By Catherine Pinyot | gargoyle@flagler.edu
There’s a truck in the lobby.
That’s what was running through Michael Lyons’ mind as he looked up from the cash register of the nation’s most famous fast food joint, he told the St. Augustine Record.
It was November 2nd, 2013, and Lyons was performing his managerial duties at the McDonalds Restaurant on North Ponce De Leon Blvd, when an intoxicated thirty six year old woman mistook the giant glass window for the drive-through lane.
Shards of glass surrounded a tan Toyota Tacoma in the middle of McDonalds. A woman reeking of alcohol sat stunned in the driver’s seat.
“It surprised me how unexcited I was,” Lyons told the St. Augustine Record. “It was like, OK, there’s a truck in the lobby.”
Approximately 300,000 people drive under the influence each day, According to Mothers Against Drunk Driving (M.A.D.D.). Each year, 10,288 people are killed and 350,000 people are injured by drunk driving. “Driving under the influence” is defined as having a blood-alcohol-concentration of .08. At .08, muscle coordination become poor, danger becomes harder to detect, and judgment is impaired
The problem with drunk driving is that its consequences reach further than just the driver. Drunk driving has a domino effect.

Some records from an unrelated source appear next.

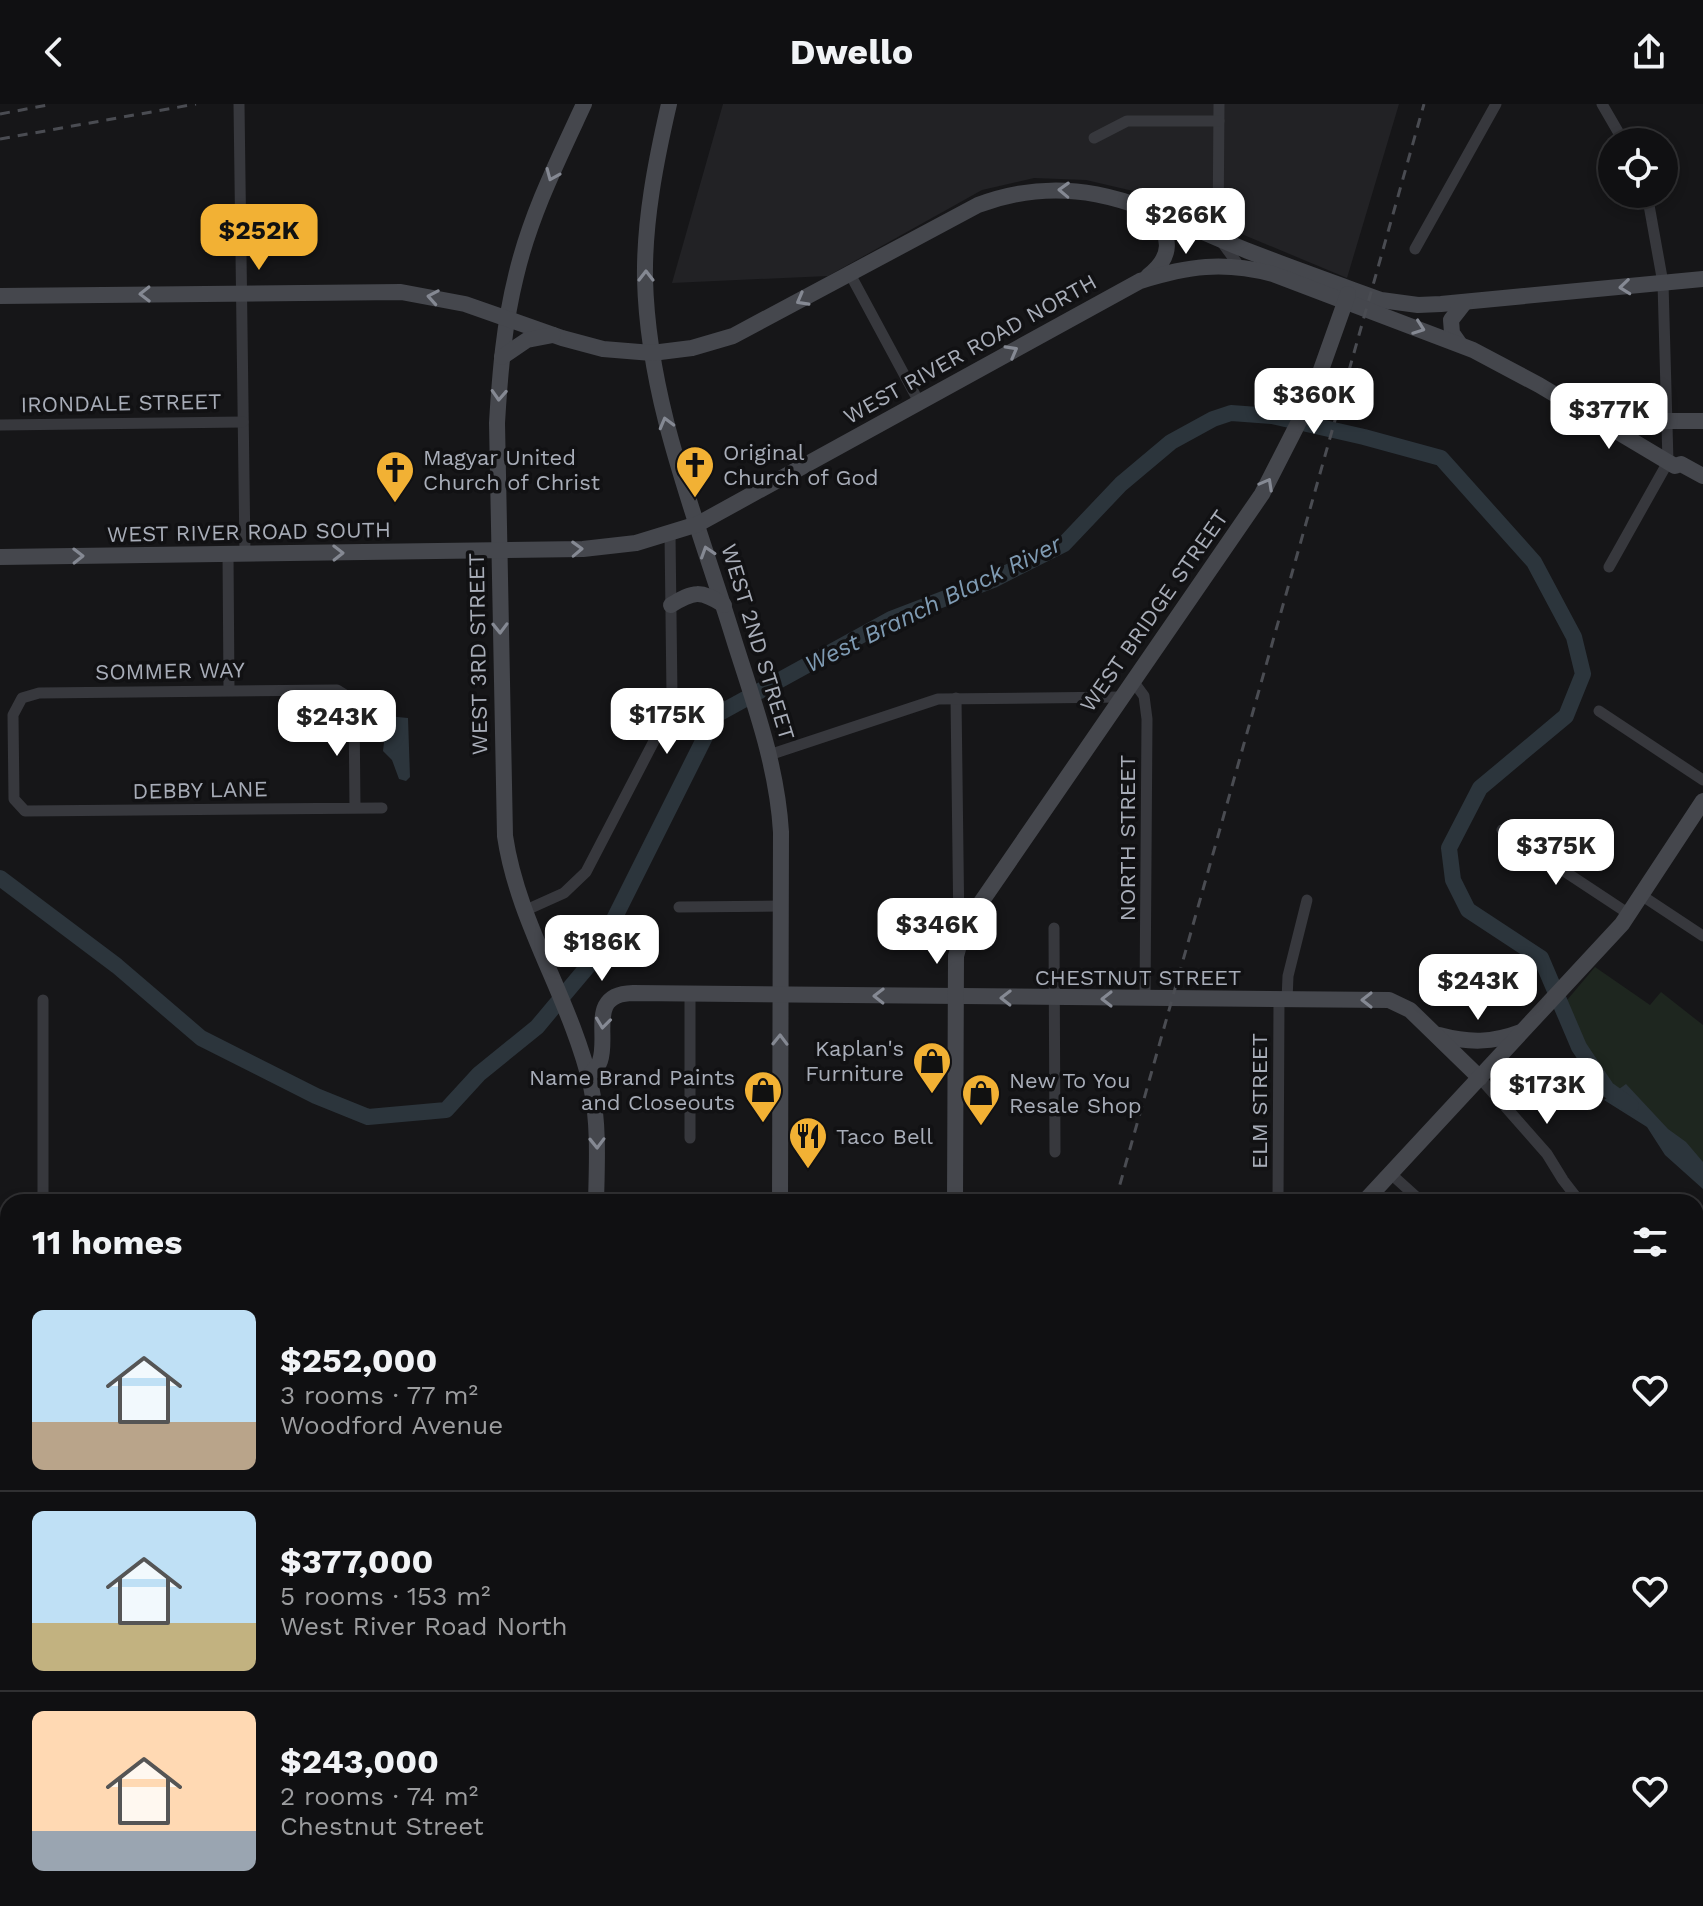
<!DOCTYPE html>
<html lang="en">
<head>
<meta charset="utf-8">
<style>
	body { margin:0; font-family:"Work Sans",sans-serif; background:#19191b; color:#f1f3f6; height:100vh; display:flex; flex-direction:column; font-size:30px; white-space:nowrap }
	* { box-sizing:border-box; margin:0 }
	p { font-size:26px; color:#9c9d9f }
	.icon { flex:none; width:44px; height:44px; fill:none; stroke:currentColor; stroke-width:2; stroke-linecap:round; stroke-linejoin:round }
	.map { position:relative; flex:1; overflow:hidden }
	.sheet { position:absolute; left:0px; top:1090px; width:1704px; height:712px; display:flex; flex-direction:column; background:#101012; border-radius:24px 24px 0 0; box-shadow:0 4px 12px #0003,0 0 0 2px #303032 }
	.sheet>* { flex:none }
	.controls { position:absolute; left:1598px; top:24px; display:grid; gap:16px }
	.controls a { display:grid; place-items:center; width:80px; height:80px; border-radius:50%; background:#101012; box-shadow:0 4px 12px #0003,0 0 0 2px #303032; font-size:40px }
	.price { position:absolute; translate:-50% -68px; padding:0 18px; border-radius:16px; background:#fff; color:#222; font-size:26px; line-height:52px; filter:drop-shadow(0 2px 4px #0008) }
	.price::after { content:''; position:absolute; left:50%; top:48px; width:24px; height:18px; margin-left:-12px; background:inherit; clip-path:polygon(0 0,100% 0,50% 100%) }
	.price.current { background:#f2b134; color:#111 }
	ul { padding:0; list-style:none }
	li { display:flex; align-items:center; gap:24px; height:200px; padding:0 32px }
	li+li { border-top:2px solid #303032 }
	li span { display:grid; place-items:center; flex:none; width:224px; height:160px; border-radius:12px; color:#555 }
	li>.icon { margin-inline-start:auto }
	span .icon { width:96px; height:96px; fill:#fffc; stroke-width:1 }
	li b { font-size:34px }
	h2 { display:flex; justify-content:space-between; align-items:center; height:96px; padding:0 32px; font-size:34px }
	header { display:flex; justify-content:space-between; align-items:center; height:104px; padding:0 32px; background:#101012; font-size:36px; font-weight:700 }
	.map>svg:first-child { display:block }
	.built { fill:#222225 }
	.green { fill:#1e261f }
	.water { fill:#2c353c }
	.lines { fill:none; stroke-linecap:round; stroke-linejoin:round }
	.river { stroke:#2c353c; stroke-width:16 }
	.street { stroke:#37383d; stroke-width:11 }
	.secondary { stroke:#45474d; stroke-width:16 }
	.rail { stroke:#4a4c52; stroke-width:3; stroke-dasharray:10 8; stroke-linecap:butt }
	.oneway { stroke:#858993 }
	.labels { text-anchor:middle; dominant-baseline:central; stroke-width:7; stroke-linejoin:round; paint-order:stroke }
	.street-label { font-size:22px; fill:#a8adb8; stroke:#111113 }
	.poi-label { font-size:22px; fill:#a8adb8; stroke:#111113; text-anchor:start }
	.water-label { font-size:24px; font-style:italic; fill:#7f9bb3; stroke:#111113 }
</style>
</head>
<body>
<header><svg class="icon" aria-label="back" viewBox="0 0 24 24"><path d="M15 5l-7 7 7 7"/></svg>Dwello<svg class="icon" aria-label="share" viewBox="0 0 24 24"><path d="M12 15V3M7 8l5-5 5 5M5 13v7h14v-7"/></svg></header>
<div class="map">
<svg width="1703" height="1802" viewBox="0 0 1703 1802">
	<rect width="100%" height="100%" fill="#161618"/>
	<g class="built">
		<path d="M723 0H1399L1347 174 1146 90 1086 76 1034 74 982 86 828 172 672 179Z"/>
		<rect x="0" y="1123" width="8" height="356"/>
		<path d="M1140 1794H1284L1301 1802H1142Z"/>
	</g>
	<g class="green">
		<path d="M1595 863 1650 901 1661 888 1703 921V1069L1636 1006 1607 985 1579 943 1562 902Z"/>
		<path d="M1703 1292V1405H1696V1293Z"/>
	</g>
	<g class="water">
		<path d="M387 612 408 614 410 673 406 677 399 675 392 656 383 647Z"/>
		<path d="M1626 980 1668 1025 1686 1038 1703 1058V1085L1665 1051 1647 1023 1604 996Z"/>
		<path d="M1339 1794H1687L1698 1802H1362Z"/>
	</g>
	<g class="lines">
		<path class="river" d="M0 774 117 862 201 934 316 992 368 1013 446 1006 479 970 537 923 594 855 716 611 891 515 993 476 1064 440 1121 380 1171 338 1213 315 1231 309 1272 312 1364 333 1441 354 1534 458 1574 533 1583 570 1566 612 1480 684 1449 744 1453 776 1468 806 1541 854 1579 943 1607 985 1631 1002"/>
		<g class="street">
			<path d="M239 0 245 450"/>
			<path d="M1219 0 1218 133 1240 163"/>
			<path d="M1602 0 1624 38"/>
			<path d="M1094 34 1127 17H1219"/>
			<path d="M1415 145 1496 0"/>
			<path d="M850 170 919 298"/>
			<path d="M0 321 243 318"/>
			<path d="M228 450 229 586"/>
			<path d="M1609 463 1668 358 1663 179 1647 90"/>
			<path d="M1133 577 1144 592 1147 615 1145 895"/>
			<path d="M956 594 959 830"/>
			<path d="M1599 607 1703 676"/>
			<path d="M769 651 938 595 1122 593"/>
			<path d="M355 704 354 601 350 594 337 586 39 589 22 594 13 611 14 695 25 707 382 704"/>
			<path d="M1502 726 1629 810"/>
			<path d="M1641 791 1703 832"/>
			<path d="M679 803 781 802"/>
			<path d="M524 807 564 789 586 768 667 612 672 592 670 430"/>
			<path d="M1054 824 1055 1048"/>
			<path d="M690 890V1034"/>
			<path d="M43 896V1098"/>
			<path d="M1287 896 1288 872 1307 796"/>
			<path d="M1480 974 1547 1050 1563 1076 1580 1098"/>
			<path d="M1391 1070 1422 1098"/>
			<path d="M1278 1098 1279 896"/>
			<path d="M0 1116H8"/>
			<path d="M1696 1166 1703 1171"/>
			<path d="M148 1794V1802"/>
			<path d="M1053 1794 1055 1802"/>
			<path d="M45 1802V1794"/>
			<path d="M229 1802V1794"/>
			<path d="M320 1802V1794"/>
			<path d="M503 1802V1794"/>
		</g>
		<g class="secondary">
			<path d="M584 0C558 56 530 112 516 172 504 220 500 269 497 319L505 732C518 820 571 895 591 982 599 1020 597 1059 596 1098"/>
			<path d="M669 0C656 56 644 117 645 175 648 301 699 420 735 539 755 602 777 662 781 728L780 1098"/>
			<path d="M1148 172C1174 152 1170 134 1155 108"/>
			<path d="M0 192 401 188 465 200 562 234 603 245 652 249 692 244 733 232 978 101C1082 62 1154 109 1248 147 1292 164 1337 180 1381 196L1418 201 1441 200 1703 175"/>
			<path d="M1459 239 1452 229 1451 216 1465 198"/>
			<path d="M502 253 527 236 553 231"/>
			<path d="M1592 307 1645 317H1703"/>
			<path d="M0 453 583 445 636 439 698 420 1140 177C1188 162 1223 157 1273 170L1473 246 1539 281 1668 358 1675 362 1681 360 1703 372"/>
			<path d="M671 501C694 487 700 486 724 501"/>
			<path d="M1439 931C1469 939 1492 939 1521 928"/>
			<path d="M588 973C592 968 598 963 600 957 609 931 587 890 633 889L1389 896 1410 906 1480 974"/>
			<path d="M955 1098 956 852 964 823 1262 390 1311 294 1348 190"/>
			<path d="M1364 1098 1622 820 1703 697"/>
			<path d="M0 1487H8"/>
			<path d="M0 1502H8"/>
			<path d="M1696 1556H1703"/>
			<path d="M411 1802V1794"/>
			<path d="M594 1802V1794"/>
			<path d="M777 1802V1794"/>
			<path d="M953 1802V1794"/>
		</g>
		<g class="rail">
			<path d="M0 10 53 0"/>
			<path d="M0 35 196 0"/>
			<path d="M1115 1098 1424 0"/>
			<path d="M1101 1794 1103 1802"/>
		</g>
	</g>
	<defs><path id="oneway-chevron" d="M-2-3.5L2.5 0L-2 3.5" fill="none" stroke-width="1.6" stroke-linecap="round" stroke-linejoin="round" transform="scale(2)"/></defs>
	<g class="oneway">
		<use href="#oneway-chevron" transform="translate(552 71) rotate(113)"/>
		<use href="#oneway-chevron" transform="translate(1064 86) rotate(-178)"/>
		<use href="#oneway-chevron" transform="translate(646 172) rotate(-90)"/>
		<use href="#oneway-chevron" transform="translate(1625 183) rotate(174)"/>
		<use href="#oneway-chevron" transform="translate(145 190) rotate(179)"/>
		<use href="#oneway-chevron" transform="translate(433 193) rotate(-170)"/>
		<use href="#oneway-chevron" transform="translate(802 196) rotate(151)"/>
		<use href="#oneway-chevron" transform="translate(1419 224) rotate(20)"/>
		<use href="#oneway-chevron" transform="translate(1012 247) rotate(-29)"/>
		<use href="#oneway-chevron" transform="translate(499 291) rotate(93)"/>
		<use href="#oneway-chevron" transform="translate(666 319) rotate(-105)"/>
		<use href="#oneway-chevron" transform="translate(1267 380) rotate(-61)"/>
		<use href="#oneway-chevron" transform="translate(577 445) rotate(-2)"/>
		<use href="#oneway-chevron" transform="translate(707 448) rotate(-108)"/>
		<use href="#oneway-chevron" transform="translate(338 449) rotate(-1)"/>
		<use href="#oneway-chevron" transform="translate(78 452) rotate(-1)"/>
		<use href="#oneway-chevron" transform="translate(500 524) rotate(89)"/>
		<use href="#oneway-chevron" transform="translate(879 892) rotate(-179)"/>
		<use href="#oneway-chevron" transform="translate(1006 894) rotate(-179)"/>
		<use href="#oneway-chevron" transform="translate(1107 895) rotate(-180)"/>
		<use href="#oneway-chevron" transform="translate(1367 896) rotate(-180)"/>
		<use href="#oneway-chevron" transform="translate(603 919) rotate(97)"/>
		<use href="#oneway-chevron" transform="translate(780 936) rotate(-89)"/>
		<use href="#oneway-chevron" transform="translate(597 1039) rotate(89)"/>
	</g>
	<defs>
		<g id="church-pin" transform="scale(2)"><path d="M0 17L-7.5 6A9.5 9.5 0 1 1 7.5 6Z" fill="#f2b134" stroke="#111113"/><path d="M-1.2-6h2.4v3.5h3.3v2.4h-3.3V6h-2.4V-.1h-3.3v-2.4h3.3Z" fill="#111"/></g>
		<g id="shop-pin" transform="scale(2)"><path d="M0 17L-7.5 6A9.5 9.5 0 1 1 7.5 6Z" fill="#f2b134" stroke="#111113"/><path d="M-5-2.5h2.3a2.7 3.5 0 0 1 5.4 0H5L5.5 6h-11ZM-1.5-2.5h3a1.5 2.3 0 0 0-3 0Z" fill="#111"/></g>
		<g id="restaurant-pin" transform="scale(2)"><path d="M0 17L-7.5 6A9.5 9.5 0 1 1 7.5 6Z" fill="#f2b134" stroke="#111113"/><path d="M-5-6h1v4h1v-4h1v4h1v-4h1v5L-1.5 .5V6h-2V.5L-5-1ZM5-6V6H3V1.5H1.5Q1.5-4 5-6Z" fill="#111"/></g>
	</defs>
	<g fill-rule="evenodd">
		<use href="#church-pin" x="695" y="361"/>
		<use href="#church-pin" x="395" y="366"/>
		<use href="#shop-pin" x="932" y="957"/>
		<use href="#shop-pin" x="763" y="986"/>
		<use href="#shop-pin" x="981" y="989"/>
		<use href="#restaurant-pin" x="808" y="1032"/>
	</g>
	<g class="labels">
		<g class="street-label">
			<text transform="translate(970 245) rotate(-29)">WEST RIVER ROAD NORTH</text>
			<text transform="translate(121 299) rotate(-1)">IRONDALE STREET</text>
			<text transform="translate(249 428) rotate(-1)">WEST RIVER ROAD SOUTH</text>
			<text transform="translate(1154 507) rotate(-55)">WEST BRIDGE STREET</text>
			<text transform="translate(758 538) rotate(73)">WEST 2ND STREET</text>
			<text transform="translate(478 550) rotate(-91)">WEST 3RD STREET</text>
			<text transform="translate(170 567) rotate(-1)">SOMMER WAY</text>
			<text transform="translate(200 686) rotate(-1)">DEBBY LANE</text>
			<text transform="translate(1127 734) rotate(-90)">NORTH STREET</text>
			<text x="1138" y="873">CHESTNUT STREET</text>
			<text transform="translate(1259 997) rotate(-90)">ELM STREET</text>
		</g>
		<g class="poi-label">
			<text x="723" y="348">Original<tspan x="723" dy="25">Church of God</tspan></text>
			<text x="423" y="353">Magyar United<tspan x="423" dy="25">Church of Christ</tspan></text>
			<text x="904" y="944" text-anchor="end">Kaplan's<tspan x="904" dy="25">Furniture</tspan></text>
			<text x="735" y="973" text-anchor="end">Name Brand Paints<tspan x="735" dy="25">and Closeouts</tspan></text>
			<text x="1009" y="976">New To You<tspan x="1009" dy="25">Resale Shop</tspan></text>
			<text x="836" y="1032">Taco Bell</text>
		</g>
		<g class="water-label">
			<text transform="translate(933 500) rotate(-26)">West Branch Black River</text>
		</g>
	</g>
</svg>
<div class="controls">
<a><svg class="icon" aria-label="locate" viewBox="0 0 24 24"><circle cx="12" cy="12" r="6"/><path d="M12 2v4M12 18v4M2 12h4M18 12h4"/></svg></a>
</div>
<b class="price" style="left:1186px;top:152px">$266K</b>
<b class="price current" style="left:259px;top:168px">$252K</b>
<b class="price" style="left:1314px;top:332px">$360K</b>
<b class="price" style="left:1609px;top:347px">$377K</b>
<b class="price" style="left:667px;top:652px">$175K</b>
<b class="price" style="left:337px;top:654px">$243K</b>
<b class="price" style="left:1556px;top:783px">$375K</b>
<b class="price" style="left:937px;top:862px">$346K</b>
<b class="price" style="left:602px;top:879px">$186K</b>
<b class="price" style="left:1478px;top:918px">$243K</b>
<b class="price" style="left:1547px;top:1022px">$173K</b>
<section class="sheet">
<h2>11 homes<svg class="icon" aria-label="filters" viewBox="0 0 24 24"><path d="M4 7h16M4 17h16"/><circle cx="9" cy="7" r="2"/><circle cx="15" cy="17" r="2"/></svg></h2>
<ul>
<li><span style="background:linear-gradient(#bfe0f5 70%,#b9a48a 0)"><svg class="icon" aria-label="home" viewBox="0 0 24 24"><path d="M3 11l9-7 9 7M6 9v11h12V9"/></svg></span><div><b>$252,000</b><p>3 rooms · 77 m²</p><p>Woodford Avenue</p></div><svg class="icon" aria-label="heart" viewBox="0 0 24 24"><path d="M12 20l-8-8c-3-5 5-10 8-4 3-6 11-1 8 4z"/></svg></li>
<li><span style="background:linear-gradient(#bfe0f5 70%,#c2b280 0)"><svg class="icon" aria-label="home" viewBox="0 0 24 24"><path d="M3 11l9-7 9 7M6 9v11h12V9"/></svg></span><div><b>$377,000</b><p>5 rooms · 153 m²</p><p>West River Road North</p></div><svg class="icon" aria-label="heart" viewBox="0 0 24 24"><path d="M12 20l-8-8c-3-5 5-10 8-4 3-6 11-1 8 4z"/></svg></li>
<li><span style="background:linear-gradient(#ffd9b3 75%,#9aa5b1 0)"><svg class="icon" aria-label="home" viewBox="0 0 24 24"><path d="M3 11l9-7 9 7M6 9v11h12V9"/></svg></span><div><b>$243,000</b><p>2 rooms · 74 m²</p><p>Chestnut Street</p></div><svg class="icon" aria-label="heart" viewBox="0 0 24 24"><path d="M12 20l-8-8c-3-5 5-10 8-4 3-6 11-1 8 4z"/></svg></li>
</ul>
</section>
</div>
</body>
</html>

Ashlee Mergler, a sophomore at Flagler College, was rounding the corner of Dunes Cracker House to the spot where she had parked her Acura when she did a double take. It was gone.
Mergler made the smart decision of walking home with a friend. But, the police later discovered her smashed Acura in the woods nearby. It had been stolen by an intoxicated customer of Dunes.
“I suffered from stress because of one drunk driver. I pretty much lost my social life for a month, ” Mergler said.
Mergler is one of many college students across the nation who hits the bars to start off the weekend, or to celebrate Monday’s completion or “thirsty Thursday.” Going out and drinking is part of the culture of young adults in America.
Many times it’s underage drinkers who engage the most in drunk driving—because they don’t want to tell someone that they’re intoxicated. One in five college students admit to driving while drunk, and 40% have ridden with a drunk driver, according to a U.S. News survey.
Dr. Glenn Goldberg, Director of Counseling Services at Flagler College, claims that college kids don’t realize the severity of their actions until it’s too late.
“Most students that come see me are in denial,” Goldberg said. “They think they’re suffering from bad luck, not reality.”
Even after they’ve been involved in a drunk driving incident of their own, students still overestimate and water-down the truth. Jannette Cintron Houston didn’t wake up the morning of November 2nd and think, Today’s the day I’ll crash into McDonald’s.
Experts say if it happened once, it can happen again.
If it happened to one person, it can happen to anyone.